The farming of Sydney Rock Oysters began in NSW over 120 years ago. The Great Lakes district is famous for the high quality of its oysters and the industry is a major employer in the region.

Oysters are farmed in areas where the natural spatfall is consistently high. The wild larvae were traditionally caught on wooden sticks coated with tar. They remained attached to the stick while they grew. At some point during their 3-4 year life cycle they were generally removed from the sticks and placed on timber trays with mesh bottoms that were placed on timber racks or rafts in the shallows of a tidal waterway. Other techniques and materials such as baskets have also been successfully used to cultivate the oysters.

In recent years, new plastic frames and pipes have been developed to reduce the use of tarred timber. While these natural farming methods are still the most reliable and productive, much research has been put into growing oysters in a lab environment which can be controlled. Recent results have shown the growth cycle can be reduced by as much as 11 months which has strong implications for economic viability.

Top quality

Oysters are generally graded manually into categories including Plate, Bistro and Bottle grades. The larger Plate grade oysters have slowly decreased in popularity in favour of the smaller grades. This is due both to market demands and also increased production capacity.

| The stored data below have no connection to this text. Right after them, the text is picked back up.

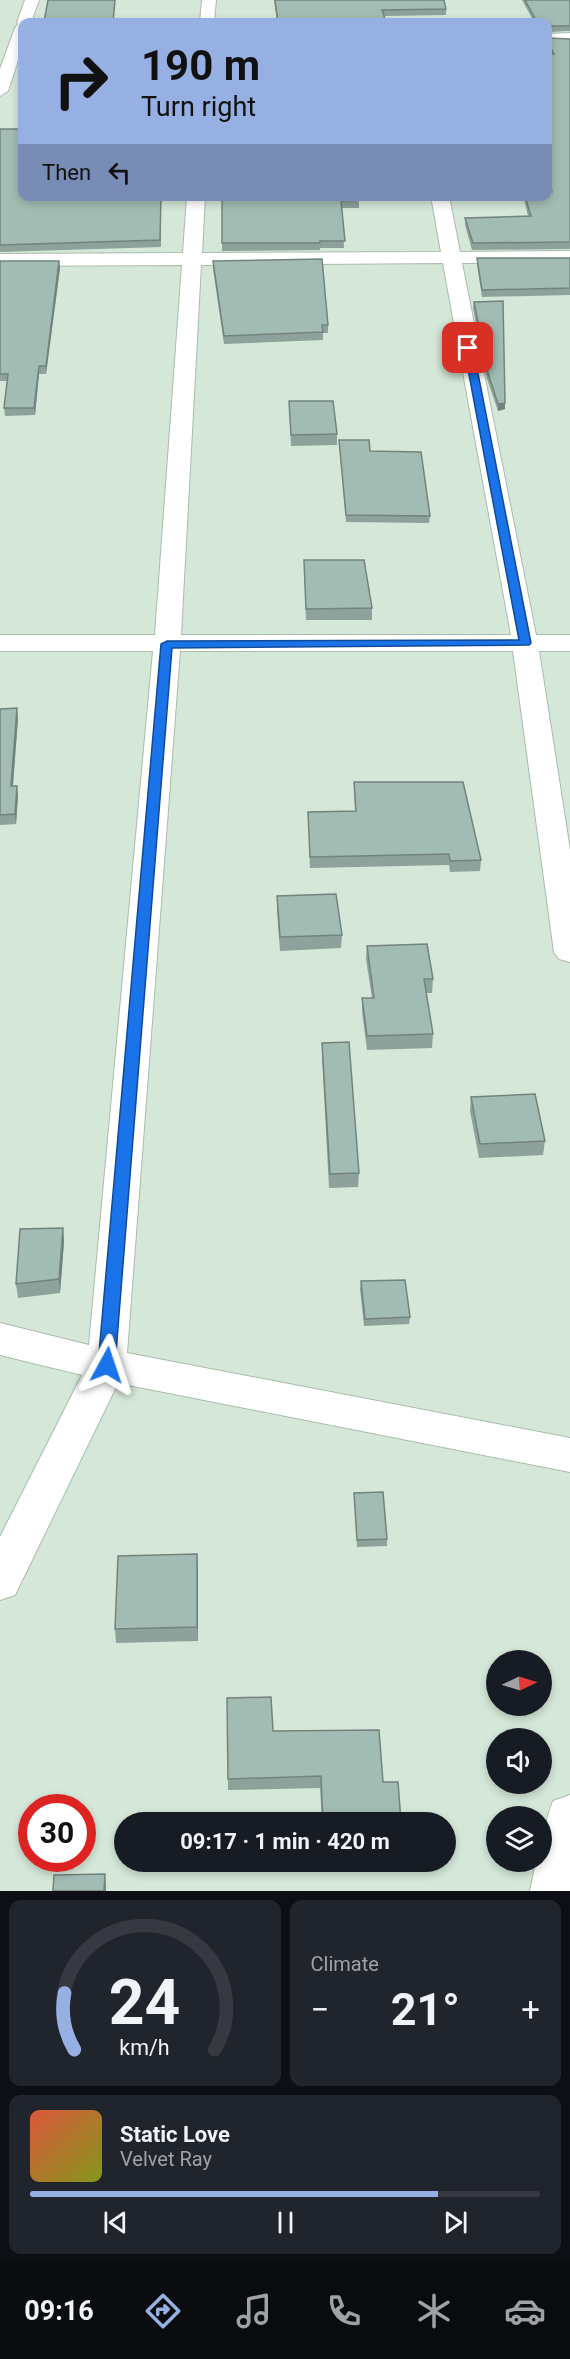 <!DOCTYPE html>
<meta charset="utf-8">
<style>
:root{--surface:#171b24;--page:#20242c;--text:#f1f3f6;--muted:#9ea1a6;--line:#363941;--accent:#97b0e3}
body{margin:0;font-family:Roboto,sans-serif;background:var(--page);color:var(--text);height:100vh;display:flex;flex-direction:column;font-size:22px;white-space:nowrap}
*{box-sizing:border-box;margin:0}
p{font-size:20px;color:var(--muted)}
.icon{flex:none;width:33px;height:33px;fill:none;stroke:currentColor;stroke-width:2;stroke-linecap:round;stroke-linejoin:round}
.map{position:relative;height:1891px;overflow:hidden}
.panel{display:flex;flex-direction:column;gap:9px;padding:9px;background:#0d0f14;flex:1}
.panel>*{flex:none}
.hud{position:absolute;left:18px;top:18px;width:534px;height:183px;border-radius:12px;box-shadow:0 3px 9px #0003;background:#97b0e3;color:#111;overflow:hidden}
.needle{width:39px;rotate:86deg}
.controls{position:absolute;left:486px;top:1650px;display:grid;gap:12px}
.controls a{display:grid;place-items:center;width:66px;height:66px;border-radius:50%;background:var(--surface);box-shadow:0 3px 9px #0003;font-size:30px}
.speed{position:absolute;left:18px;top:1794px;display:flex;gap:12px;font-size:30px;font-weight:700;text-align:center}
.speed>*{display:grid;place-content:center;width:78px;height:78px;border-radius:50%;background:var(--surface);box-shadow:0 3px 9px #0003;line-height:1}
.speed .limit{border:9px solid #d22;background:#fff;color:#111}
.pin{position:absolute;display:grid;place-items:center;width:51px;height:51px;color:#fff;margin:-26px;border-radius:12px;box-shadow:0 3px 9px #0006}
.me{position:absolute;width:66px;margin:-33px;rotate:5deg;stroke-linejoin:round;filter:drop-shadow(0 0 4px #0008)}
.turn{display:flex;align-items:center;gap:21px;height:126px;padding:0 24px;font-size:27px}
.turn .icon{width:78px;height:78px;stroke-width:2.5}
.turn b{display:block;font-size:42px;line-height:51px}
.then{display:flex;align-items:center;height:57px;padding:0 24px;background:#0003;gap:12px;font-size:22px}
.big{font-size:45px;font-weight:700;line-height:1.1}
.panel .widget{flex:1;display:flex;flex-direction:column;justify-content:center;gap:9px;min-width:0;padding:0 21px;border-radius:12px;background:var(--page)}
.panel .dial{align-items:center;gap:0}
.dial svg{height:156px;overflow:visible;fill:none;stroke:var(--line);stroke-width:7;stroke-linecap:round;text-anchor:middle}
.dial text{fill:var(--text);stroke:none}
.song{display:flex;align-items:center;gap:18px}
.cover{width:72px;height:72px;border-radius:9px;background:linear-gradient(135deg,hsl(10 70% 55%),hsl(70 70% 35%))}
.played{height:6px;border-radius:3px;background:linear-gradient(90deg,var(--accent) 80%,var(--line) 80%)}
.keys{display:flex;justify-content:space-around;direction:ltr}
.heat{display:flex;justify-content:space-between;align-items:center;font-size:33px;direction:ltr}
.panel .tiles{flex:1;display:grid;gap:9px;grid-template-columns:1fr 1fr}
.widget:last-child{grid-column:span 2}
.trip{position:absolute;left:114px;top:1812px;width:342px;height:60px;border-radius:30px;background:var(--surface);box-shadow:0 3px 9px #0003;font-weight:700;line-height:60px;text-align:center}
.menu{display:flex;height:96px;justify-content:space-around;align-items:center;background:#090b0e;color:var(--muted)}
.menu .icon{width:42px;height:42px}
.menu .on{color:var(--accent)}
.menu b{font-size:27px;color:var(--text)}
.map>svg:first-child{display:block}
</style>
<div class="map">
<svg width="570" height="1891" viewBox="0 0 570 1891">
<rect width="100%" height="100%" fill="#d4e7d8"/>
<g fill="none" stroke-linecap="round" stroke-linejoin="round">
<defs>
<g id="minor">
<polygon points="25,0 39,0 31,22 22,22 22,48 8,91 0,96 0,69 15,28 18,24 17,22"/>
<polygon points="202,0 216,0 214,22 200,22"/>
<polygon points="570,33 570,43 548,42 548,34"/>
<path d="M 187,196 L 205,196 L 202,253 L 441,252 L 431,196 L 449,196 L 460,252 L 570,251 L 570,263 L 462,263 L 536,635 L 570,635 L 570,651 L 539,651 L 570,850 L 570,962 L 559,959 L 554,952 L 513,651 L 180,651 L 127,1353 L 570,1438 L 570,1472 L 118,1383 L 15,1595 L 0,1600 L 0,1537 L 82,1375 L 0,1355 L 0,1323 L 89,1345 L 153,651 L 0,651 L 0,635 L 155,635 L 182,265 L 0,266 L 0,254 L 183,253 ZM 443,263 L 511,635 L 181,635 L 201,265 Z"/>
<path d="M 570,1795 L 570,1891 L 530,1891 L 536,1862 L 542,1862 C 542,1840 545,1822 553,1801 Z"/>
</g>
</defs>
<use href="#minor" stroke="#a9bcad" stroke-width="2"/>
<use href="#minor" fill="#fff" fill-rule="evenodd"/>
</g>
<g fill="#8ca29a">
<polygon points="274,0 444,0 446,9 446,15 384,16 386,22 277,22"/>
<polygon points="522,0 570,0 570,31 548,32 548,22 534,22"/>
<polygon points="548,38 570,39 570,249 472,250 465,225 465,218 528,216 524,199 524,196 548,196 550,192 548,182 548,54 550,54 548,48"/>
<polygon points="0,129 22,196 161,196 161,247 0,252"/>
<polygon points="222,196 359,200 359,208 342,208 344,248 320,248 320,250 222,251"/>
<polygon points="477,258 570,258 570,295 482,297 477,265"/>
<polygon points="0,261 59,261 60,268 46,374 39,374 35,415 5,416 4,408 7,381 0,381"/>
<polygon points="213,261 328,325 328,333 323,333 323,340 224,344 213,269"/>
<polygon points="474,302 505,403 505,409 498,411 487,379 473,308"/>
<polygon points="289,401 337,434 337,445 291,446"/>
<polygon points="339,440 370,451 430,516 429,523 346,522"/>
<polygon points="304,560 372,608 372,620 306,620"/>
<polygon points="0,709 18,718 13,786 18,796 16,824 0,825"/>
<polygon points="354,782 481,860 480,871 450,872 449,865 310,868 308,812 355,811"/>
<polygon points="277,896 342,935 341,948 280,951 277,910"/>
<polygon points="367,946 433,979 432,993 426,993 433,1034 432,1048 367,1050 362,1012 362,998 372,998 366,959"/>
<polygon points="322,1043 359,1173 358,1187 329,1188 322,1057"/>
<polygon points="471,1097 545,1141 543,1155 479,1158 470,1111"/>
<polygon points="63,1228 64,1242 60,1293 18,1298 16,1284"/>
<polygon points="361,1281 410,1317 409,1324 364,1326 360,1289"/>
<polygon points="354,1493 387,1539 387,1546 357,1547"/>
<polygon points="198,1568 198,1641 116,1643 115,1629"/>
<polygon points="273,1731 383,1782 401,1822 322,1822 320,1788 228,1790 228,1779"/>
</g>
<g fill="#72847d">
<polygon points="59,261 60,268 46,374 46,366"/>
<polygon points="39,366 39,374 35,415 34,408"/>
<polygon points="505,403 505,409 498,411 498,404"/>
<polygon points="17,708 18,718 12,796 11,786"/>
<polygon points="17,786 18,796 16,824 15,814"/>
<polygon points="63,1228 64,1242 60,1293 59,1279"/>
<polygon points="197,1554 198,1568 198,1641 197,1627"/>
<polygon points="105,1874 106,1886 106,1891 104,1891"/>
</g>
<g fill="#a3bcb3" stroke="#72847d" stroke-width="1.5">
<polygon points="48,0 115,0 113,22 44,22"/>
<polygon points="275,0 444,0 446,9 382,10 386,22 278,22"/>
<polygon points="525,0 570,0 570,26 548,26 548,22 537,22"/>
<polygon points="548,38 570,39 570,242 473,243 465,218 531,216 525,196 548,196 548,192 552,192 548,172 548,54 554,54 548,42"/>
<polygon points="0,129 22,129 22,196 161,196 160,240 0,245"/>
<polygon points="222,196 358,196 359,200 341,201 345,241 320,241 320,243 222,243"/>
<polygon points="477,258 570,258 570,288 482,290"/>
<polygon points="322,259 328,325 322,325 323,332 224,336 213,261"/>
<polygon points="0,261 59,261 46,366 39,366 34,408 4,408 8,374 0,374"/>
<polygon points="503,301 505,403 498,404 488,373 474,302"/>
<polygon points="289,401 333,401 337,434 291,435"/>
<polygon points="339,440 369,440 370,451 421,452 430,516 346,515"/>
<polygon points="304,560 364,560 372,608 306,609"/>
<polygon points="17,708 11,786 17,786 15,814 0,815 0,709"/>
<polygon points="354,782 463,782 481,860 450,861 449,854 310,857 308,812 356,811"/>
<polygon points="336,894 342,935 280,937 277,896"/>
<polygon points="427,944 433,979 424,979 433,1034 367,1036 362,998 374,998 367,946"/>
<polygon points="349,1042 359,1173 330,1174 322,1043"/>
<polygon points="535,1094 545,1141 480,1144 471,1097"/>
<polygon points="63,1228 59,1279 16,1284 20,1229"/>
<polygon points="405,1280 410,1317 365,1319 361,1281"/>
<polygon points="383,1492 387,1539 357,1540 354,1493"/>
<polygon points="197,1554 197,1627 115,1629 118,1556"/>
<polygon points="271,1697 273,1731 379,1730 383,1782 398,1782 401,1822 323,1822 321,1776 228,1779 227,1698"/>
<polygon points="105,1874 104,1891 53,1891 54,1875"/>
</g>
<polygon fill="#1a73e8" stroke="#114b97" stroke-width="1.5" points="468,345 473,348 531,643 529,645 172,648 115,1365 113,1370 107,1372 101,1370 98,1365 161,644 167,641 519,640 464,348"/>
</svg>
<div class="controls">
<a><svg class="needle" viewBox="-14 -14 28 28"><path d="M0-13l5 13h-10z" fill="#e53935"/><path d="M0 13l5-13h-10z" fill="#9ea1a6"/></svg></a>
<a><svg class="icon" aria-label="sound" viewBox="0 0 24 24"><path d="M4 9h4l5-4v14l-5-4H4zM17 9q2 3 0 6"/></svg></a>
<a><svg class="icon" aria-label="layers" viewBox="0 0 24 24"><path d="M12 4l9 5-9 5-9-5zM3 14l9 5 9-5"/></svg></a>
</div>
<div class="speed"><div class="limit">30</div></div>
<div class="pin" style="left:468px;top:348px;background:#d93025"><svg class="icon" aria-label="arrive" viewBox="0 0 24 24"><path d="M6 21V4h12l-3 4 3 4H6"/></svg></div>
<svg class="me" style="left:107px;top:1365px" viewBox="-20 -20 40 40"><path d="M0-17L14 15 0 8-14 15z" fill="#1a73e8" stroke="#fff" stroke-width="4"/></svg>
<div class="trip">09:17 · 1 min · 420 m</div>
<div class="hud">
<div class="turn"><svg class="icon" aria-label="right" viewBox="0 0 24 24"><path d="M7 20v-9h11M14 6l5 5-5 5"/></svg><div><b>190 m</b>Turn right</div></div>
<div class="then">Then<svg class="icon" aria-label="left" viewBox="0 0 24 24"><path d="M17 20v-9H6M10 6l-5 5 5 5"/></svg></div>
</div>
</div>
<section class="panel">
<div class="tiles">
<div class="widget dial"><svg viewBox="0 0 100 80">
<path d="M14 69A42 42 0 1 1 86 69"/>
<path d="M14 69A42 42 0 0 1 9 40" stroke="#97b0e3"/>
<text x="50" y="56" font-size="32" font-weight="700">24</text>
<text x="50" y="72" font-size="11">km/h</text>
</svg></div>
<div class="widget"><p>Climate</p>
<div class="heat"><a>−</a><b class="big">21°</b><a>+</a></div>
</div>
<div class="widget">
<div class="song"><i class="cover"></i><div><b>Static Love</b><p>Velvet Ray</p></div></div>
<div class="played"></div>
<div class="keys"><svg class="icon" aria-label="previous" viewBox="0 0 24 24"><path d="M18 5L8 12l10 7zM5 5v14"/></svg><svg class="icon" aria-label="pause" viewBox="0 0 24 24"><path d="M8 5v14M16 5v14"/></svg><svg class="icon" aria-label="next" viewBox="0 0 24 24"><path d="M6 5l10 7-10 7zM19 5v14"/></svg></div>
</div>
</div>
</section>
<nav class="menu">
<b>09:16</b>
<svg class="icon on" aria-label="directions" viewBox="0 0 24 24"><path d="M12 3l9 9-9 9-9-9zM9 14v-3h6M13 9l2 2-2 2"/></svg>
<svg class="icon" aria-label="music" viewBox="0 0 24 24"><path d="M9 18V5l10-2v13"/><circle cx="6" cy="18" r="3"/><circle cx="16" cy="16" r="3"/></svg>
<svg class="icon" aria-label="phone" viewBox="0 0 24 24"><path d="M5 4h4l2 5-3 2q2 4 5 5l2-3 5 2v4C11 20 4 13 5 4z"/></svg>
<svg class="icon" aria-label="climate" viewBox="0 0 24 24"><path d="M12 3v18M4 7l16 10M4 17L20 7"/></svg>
<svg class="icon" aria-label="car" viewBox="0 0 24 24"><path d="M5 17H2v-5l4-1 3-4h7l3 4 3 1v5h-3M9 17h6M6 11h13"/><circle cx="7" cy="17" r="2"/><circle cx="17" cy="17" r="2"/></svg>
</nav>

The 3 main species grown in Australia are Sydney Rock, Pacific and Natural oysters. Only around 1% of Australian oysters are exported. Instead they are grown primarily to meet regional demands for fresh seafood. Wallis Lake oysters are sold to local buyers first with the excess then taken to the markets in Sydney. The purity of the waters combined with unsurpassed quality control measures ensure that Wallis Lake oysters are consistently sought after by locals and Sydney buyers alike.

Supporting the locals

Many locals have had their oyster farming leases handed down through several generations. While a number of these licences gradually got bought out by larger companies, these companies are often still owned and run by local residents. In addition to oysters, they also supply prawns, crabs, lobsters and a wide variety of fish. The Wallis Lake Fishermen's Co-Op is owned and operated by local shareholders wanting to keep their profits and produce within the community. This also reduces transport costs. As a result, local eateries receive the best quality seafood at the lowest prices.

Nutritious and delicious

As far as healthy foods go, oysters tick all the right boxes as they are packed full of nutrients. A serve of 4-5 oysters will give you the recommended daily allowance of the minerals copper, iodine, iron, manganese, magnesium, zinc, phosphorus and calcium. They are also high in many vitamins and contain protein, carbohydrates and lipids. On top of all of that they simply taste great!

Whip yourself up some sensational meals at home or at your campsite by getting your seafood virtually straight off the boats. You’ll only need to add simple condiments such as a basic white sauce, a drizzle of lemon juice, or a sprinkle of fresh herbs as the natural seafood flavours are tantalising enough to shine on their own.

The Forster-Tuncurry area has no shortage of excellent places to eat. Everywhere you go you’ll find that local seafood features highly on the menu. When combined with the regional wines, gourmet cheeses and grain-fed beef your taste buds won’t know what hit them.